Qui d’autre que Jacques Bertrand pouvait parler pendant quinze minutes d’un journal d’Indonésie ou du Mali qui n’existait même pas, mais qui offrait néanmoins des portraits si exacts du monde que cela en mystifiait certains auditeurs ? Macadam tribusétait un vaste laboratoire ouvert aux jeunes. À quelle autre enseigne aurait-on pu entendre des reportages à la fois fantaisistes et informés tel celui qu’avait consacré Catherine Pépin à un éleveur de vers de terre ? Où donc Philippe Laguë aurait-il pu devenir un maître de la caricature sonore ?
Cette émission phare avait fini par être une pépinière unique pour nombre de nouvelles voix avant d’être passée à la moulinette, selon le principe ridicule qu’une nouveauté doit chasser l’autre, peu importe laquelle.
Je reviens à Jacques Bertrand. J’insiste sur le fait qu’il n’était pas seulement drôle et moqueur. Il était surtout brillant. Incroyablement brillant et vif. À la radio, à ce jour, je n’ai connu personne de comparable. On dira que je pousse un peu fort le trait à l’occasion de son décès. Non. Je demeure ici dans l’exacte mesure de la vérité. Ceux qui l’ont connu comme moi vous le diront.
En 2009, même si j’y étais convié, je n’avais pas assisté à la dernière émission deMacadam tribus. Je n’ai jamais aimé ces enterrements que l’on s’efforce de maquiller avec un air de fête. Je m’étais donc contenté de passer saluer la veille ou l’avant-veille, je ne sais plus, afin d’exprimer ma tristesse.
En somme, cela fait plusieurs fois que j’assiste à des enterrements de Jacques Bertrand. Mais à 61 ans, le voilà parti pour vrai. Il va me manquer plus que jamais, tout comme il manque déjà à son vaste public.

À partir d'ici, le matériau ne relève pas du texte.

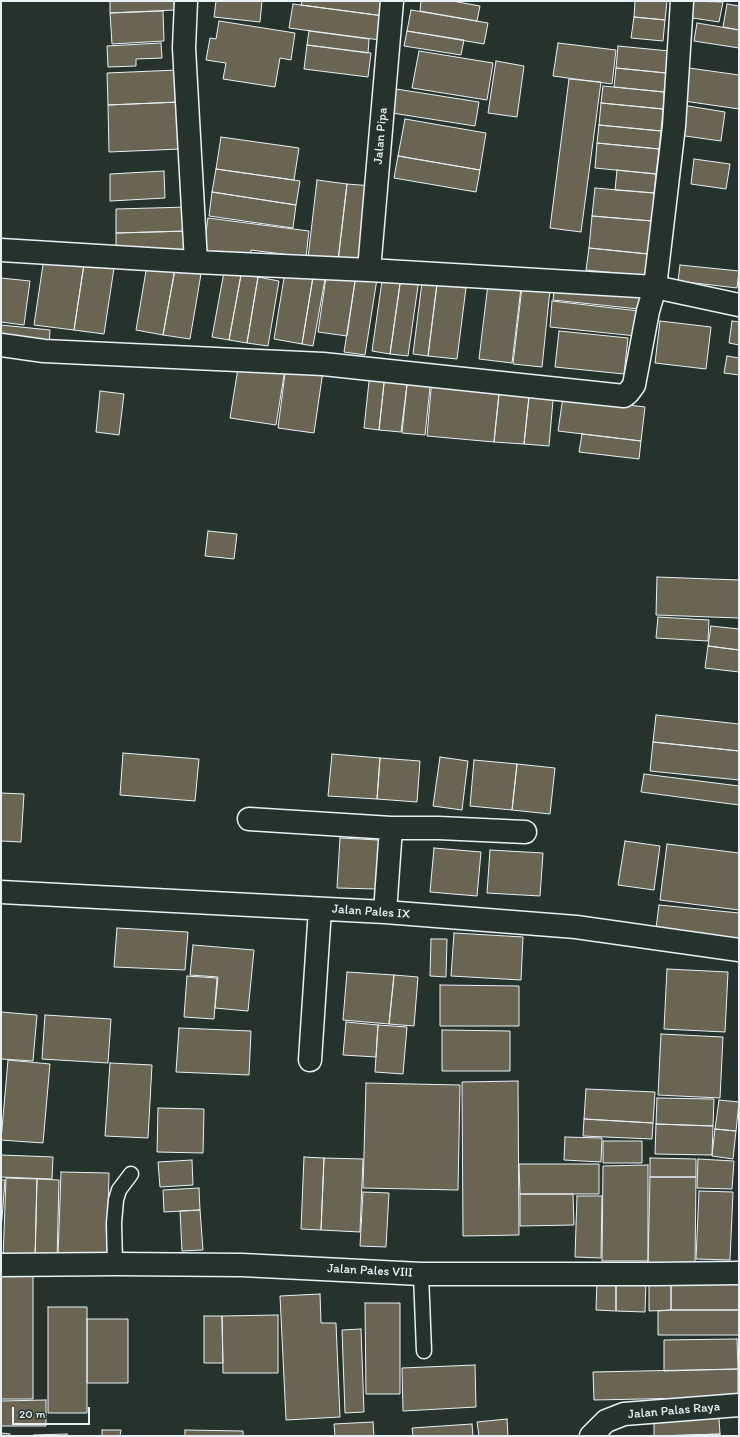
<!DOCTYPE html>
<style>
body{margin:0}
#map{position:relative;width:740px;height:1437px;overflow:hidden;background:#26332d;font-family:Itim,sans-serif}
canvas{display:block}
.frame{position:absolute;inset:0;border:2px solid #e8f1f8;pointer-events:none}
.scale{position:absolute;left:12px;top:1407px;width:78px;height:18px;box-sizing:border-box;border:2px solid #e8f1f8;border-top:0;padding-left:5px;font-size:12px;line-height:14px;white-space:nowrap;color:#e8f1f8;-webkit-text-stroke:3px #26332d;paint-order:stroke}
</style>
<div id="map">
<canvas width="740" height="1437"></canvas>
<div class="frame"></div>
<div class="scale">20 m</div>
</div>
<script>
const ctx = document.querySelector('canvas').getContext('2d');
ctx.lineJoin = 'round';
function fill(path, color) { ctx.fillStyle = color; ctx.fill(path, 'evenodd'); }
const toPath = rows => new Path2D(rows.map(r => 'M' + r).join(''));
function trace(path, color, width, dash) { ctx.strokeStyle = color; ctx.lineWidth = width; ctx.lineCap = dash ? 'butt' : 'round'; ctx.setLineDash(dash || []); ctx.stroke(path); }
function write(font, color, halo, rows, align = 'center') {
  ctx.font = font + ' Itim,sans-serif'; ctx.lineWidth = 3; ctx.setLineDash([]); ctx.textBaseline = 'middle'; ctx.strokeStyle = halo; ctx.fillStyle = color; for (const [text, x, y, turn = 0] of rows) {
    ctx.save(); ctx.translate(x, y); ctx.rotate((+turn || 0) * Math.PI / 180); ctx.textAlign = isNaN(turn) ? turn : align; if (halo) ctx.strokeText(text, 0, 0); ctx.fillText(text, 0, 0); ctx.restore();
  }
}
const building = toPath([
 [110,1,174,1,175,10,110,13,110,1],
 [216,1,262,1,260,22,214,17,216,1],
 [302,1,385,1,384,16,301,5,302,1],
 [421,1,452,1,480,6,477,21,420,11,421,1],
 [635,1,667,1,665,20,634,17,635,1],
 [688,1,723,2,719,22,686,17,688,1],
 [293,4,384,16,380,40,289,28,293,4],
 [727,4,739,6,739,30,723,27,727,4],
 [411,10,488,23,484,44,407,31,411,10],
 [163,11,164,41,112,44,110,13,163,11],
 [634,17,665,20,663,41,631,38,634,17],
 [219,21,295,33,291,60,280,58,275,87,223,79,226,63,206,60,210,38,216,39,219,21],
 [697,23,739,30,739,48,694,41,697,23],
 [309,31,369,39,368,53,307,45,309,31],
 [407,31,464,40,461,55,404,46,407,31],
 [161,43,162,58,136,59,136,66,108,67,107,46,161,43],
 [558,43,616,50,612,84,553,76,558,43],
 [307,45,371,53,368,77,304,69,307,45],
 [618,46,669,51,666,73,616,68,618,46],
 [419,51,493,63,487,100,412,88,419,51],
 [496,61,524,66,517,117,488,113,496,61],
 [616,68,666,73,664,92,614,87,616,68],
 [689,68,739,75,739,109,684,101,689,68],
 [178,70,179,102,108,105,107,73,178,70],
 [569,79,601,82,581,232,550,228,569,79],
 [603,86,664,92,663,109,601,103,603,86],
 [396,89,479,102,475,126,392,113,396,89],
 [179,102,180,149,109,152,108,105,179,102],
 [601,103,663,109,661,131,599,125,601,103],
 [682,105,725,112,721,141,678,135,682,105],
 [405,119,486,133,480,170,398,156,405,119],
 [599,125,661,131,659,149,597,143,599,125],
 [221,137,299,148,294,180,216,169,221,137],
 [597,143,659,149,656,174,595,168,597,143],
 [398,156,480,170,476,192,394,178,398,156],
 [694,159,730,164,726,189,691,184,694,159],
 [216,169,300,181,296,205,212,192,216,169],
 [617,170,656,174,654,193,615,190,617,170],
 [164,171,165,198,110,201,110,174,164,171],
 [317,180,347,184,338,261,308,258,317,180],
 [347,184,373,186,365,264,338,261,347,184],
 [595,188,654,193,652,221,592,216,595,188],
 [212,192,296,205,293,228,209,216,212,192],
 [188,207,188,231,116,233,116,209,188,207],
 [592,216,652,221,648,254,589,248,592,216],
 [208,218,309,231,306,257,251,250,250,260,203,253,208,218],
 [188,231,189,250,116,252,116,233,188,231],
 [589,248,648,254,646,276,586,270,589,248],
 [44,258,84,264,74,330,34,325,44,258],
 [84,264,114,268,104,334,74,330,84,264],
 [147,265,175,269,163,335,136,330,147,265],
 [680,265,739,271,737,288,678,281,680,265],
 [175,269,201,274,190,339,163,335,175,269],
 [327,271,356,275,347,336,318,332,327,271],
 [224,272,241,275,229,340,212,337,224,272],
 [285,272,313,277,302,344,274,339,285,272],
 [383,274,401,277,390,354,372,351,383,274],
 [241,275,258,277,247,343,229,340,241,275],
 [356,275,377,279,365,355,344,352,356,275],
 [258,277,279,281,268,346,247,343,258,277],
 [313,277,325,279,313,346,302,344,313,277],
 [401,277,419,279,408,356,390,354,401,277],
 [1,278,30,281,24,325,1,322,1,278],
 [422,282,437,284,428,356,413,354,422,282],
 [555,282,641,291,639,309,553,300,555,282],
 [437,284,466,288,457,359,428,356,437,284],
 [488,284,521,288,512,363,479,359,488,284],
 [522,287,550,290,542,367,513,364,522,287],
 [552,301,639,311,636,336,550,327,552,301],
 [660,321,711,327,706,369,655,363,660,321],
 [732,321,739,322,739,345,729,343,732,321],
 [1,325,50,330,49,346,1,341,1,325],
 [559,331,628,338,624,374,555,367,559,331],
 [727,356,739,358,739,375,724,373,727,356],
 [239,362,285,369,276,425,230,418,239,362],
 [286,366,323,371,314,433,278,428,286,366],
 [370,372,385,374,379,430,364,428,370,372],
 [385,374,408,377,401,432,379,430,385,374],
 [408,375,431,378,425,435,402,433,408,375],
 [432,378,500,384,494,442,427,436,432,378],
 [500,384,530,387,524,444,494,442,500,384],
 [530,387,554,389,549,446,524,444,530,387],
 [100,391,124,394,119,435,96,432,100,391],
 [563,397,645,407,641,441,558,431,563,397],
 [582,434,641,441,639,459,579,452,582,434],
 [208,531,237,534,234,559,205,556,208,531],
 [657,577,739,580,739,618,656,615,657,577],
 [658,617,709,620,708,641,656,638,658,617],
 [711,626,739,629,739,650,708,646,711,626],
 [708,646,739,650,739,672,705,668,708,646],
 [656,715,739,724,739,751,653,742,656,715],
 [653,742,739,751,739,780,650,771,653,742],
 [123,753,199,759,195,801,120,795,123,753],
 [332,754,380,758,377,799,328,796,332,754],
 [440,757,468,761,462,810,433,806,440,757],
 [380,758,420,761,417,802,377,799,380,758],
 [474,760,517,764,512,810,470,806,474,760],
 [517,764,555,768,550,814,512,810,517,764],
 [644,774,739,786,739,805,641,792,644,774],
 [1,793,24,794,21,842,1,841,1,793],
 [340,838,379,840,377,889,337,888,340,838],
 [625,841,660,846,654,890,618,885,625,841],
 [667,844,739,853,739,910,660,900,667,844],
 [434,848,481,852,477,896,430,892,434,848],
 [490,850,543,853,540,896,487,893,490,850],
 [659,905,739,913,739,946,655,936,659,905],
 [117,928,188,932,185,970,114,967,117,928],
 [454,933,523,937,521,980,451,976,454,933],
 [431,939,447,939,446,977,430,976,431,939],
 [193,945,254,950,248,1011,215,1008,218,977,190,975,193,945],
 [667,969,728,972,725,1032,664,1029,667,969],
 [347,972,394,975,389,1024,343,1020,347,972],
 [394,975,418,977,414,1026,389,1024,394,975],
 [187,976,217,978,214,1019,184,1017,187,976],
 [440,985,519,986,519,1026,440,1026,440,985],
 [1,1012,37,1015,33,1061,1,1059,1,1012],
 [45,1015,111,1019,108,1063,42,1059,45,1015],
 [346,1022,378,1025,376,1057,343,1055,346,1022],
 [378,1025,407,1027,403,1074,375,1072,378,1025],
 [179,1028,251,1031,249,1075,176,1072,179,1028],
 [442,1030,510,1031,510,1071,442,1071,442,1030],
 [661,1034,723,1037,720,1098,658,1095,661,1034],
 [8,1060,50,1064,43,1143,1,1140,8,1060],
 [110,1063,152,1065,148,1138,105,1136,110,1063],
 [518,1081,519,1235,463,1236,462,1082,518,1081],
 [366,1083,460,1085,458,1190,363,1188,366,1083],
 [586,1089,655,1092,653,1123,584,1119,586,1089],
 [657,1098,714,1099,713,1126,656,1124,657,1098],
 [719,1100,739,1102,736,1131,715,1129,719,1100],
 [158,1108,204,1109,203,1153,157,1152,158,1108],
 [584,1119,653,1123,652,1139,583,1136,584,1119],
 [656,1124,713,1126,712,1155,655,1154,656,1124],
 [715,1129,736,1131,733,1159,712,1156,715,1129],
 [565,1137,602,1138,601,1162,564,1160,565,1137],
 [603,1141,642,1141,642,1163,603,1163,603,1141],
 [1,1155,53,1157,52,1179,1,1177,1,1155],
 [304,1157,324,1158,321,1230,301,1229,304,1157],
 [324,1158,363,1159,360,1232,321,1230,324,1158],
 [650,1158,696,1159,696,1177,650,1177,650,1158],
 [698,1159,734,1161,732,1189,697,1188,698,1159],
 [192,1160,193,1185,160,1187,158,1162,192,1160],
 [519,1164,599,1164,599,1194,520,1194,519,1164],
 [648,1165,648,1261,602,1261,603,1166,648,1165],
 [61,1172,109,1173,107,1257,58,1256,61,1172],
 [650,1177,696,1177,695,1265,648,1265,650,1177],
 [6,1178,37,1179,35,1260,3,1259,6,1178],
 [37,1179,59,1180,57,1261,35,1260,37,1179],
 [1,1180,5,1180,1,1231,1,1180],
 [199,1188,200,1210,164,1212,163,1190,199,1188],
 [699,1191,733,1192,730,1260,696,1259,699,1191],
 [363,1192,389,1193,386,1247,360,1246,363,1192],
 [520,1194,573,1194,574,1225,520,1226,520,1194],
 [577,1196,602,1196,601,1258,575,1257,577,1196],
 [200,1210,203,1250,182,1251,180,1211,200,1210],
 [33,1271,33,1399,1,1399,1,1272,33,1271],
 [649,1279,671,1279,671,1310,649,1311,649,1279],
 [671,1279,739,1279,739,1310,671,1310,671,1279],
 [597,1281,616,1281,616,1311,596,1310,597,1281],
 [616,1281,646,1282,645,1312,616,1311,616,1281],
 [320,1294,321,1323,336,1323,340,1417,286,1420,280,1296,320,1294],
 [365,1303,400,1303,400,1394,366,1394,365,1303],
 [48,1307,87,1307,87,1413,48,1413,48,1307],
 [671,1310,739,1310,739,1335,658,1335,658,1311,671,1310],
 [278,1315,278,1373,223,1373,222,1316,278,1315],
 [204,1316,222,1316,223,1363,204,1363,204,1316],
 [87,1319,128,1319,128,1383,87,1383,87,1319],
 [361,1329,364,1412,345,1413,342,1330,361,1329],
 [737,1339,738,1369,664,1371,664,1340,737,1339],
 [475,1365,476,1407,403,1411,402,1368,475,1365],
 [738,1369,738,1397,594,1400,593,1372,738,1369],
 [46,1400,46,1426,1,1426,1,1401,46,1400],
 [719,1418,720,1434,654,1436,654,1421,719,1418],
 [507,1419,508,1436,479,1436,477,1422,507,1419],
 [373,1422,374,1436,335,1436,334,1424,373,1422],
 [472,1424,473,1436,413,1436,412,1428,472,1424],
 [102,1430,121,1430,120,1436,102,1436,102,1430],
 [185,1430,243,1431,243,1436,185,1436,185,1430],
 [1,1433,10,1434,10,1436,1,1436,1,1433],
 [67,1434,67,1436,33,1436,33,1435,67,1434],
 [720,1434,720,1436,663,1436,720,1434]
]);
fill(building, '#696552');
trace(building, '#e8f1f8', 1);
const service = toPath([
 [115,1264,114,1223,116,1200,119,1190,131,1174],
 [421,1274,424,1351]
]);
const minor = toPath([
 [186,1,184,48,196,262],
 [1,250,196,262,369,270,655,287,739,305],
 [369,270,392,1],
 [1,345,44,351,323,364,624,396,628,393,634,385,648,311,655,287,674,126,682,1],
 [249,819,391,828],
 [1,892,385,912,576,927,739,950],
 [385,912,391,828,439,828,525,832],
 [310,1060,320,909],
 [1,1265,115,1264,242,1265,421,1274,655,1274,739,1273],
 [591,1436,606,1421,624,1414,739,1405]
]);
trace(service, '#e8f1f8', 17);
trace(minor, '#e8f1f8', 25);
trace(service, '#26332d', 14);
trace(minor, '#26332d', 22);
write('13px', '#e8f1f8', '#26332d', [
 ["Jalan Pipa",381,136,-85],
 ["Jalan Pales IX",371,912,4],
 ["Jalan Pales VIII",370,1271,3],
 ["Jalan Palas Raya",674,1411,-5]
]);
</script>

Je pleure aujourd’hui en Jacques Bertrand l’incarnation d’une audace dont était capable la radio de nos impôts. Je pleure ce maître du grand hôtel de nos ondes. Je pleure son agonie tragique, triste reflet de celle du réseau public, celui qu’il aimait et sans lequel, je le crois sincèrement, il n’aurait pu de toute façon vivre encore bien longtemps.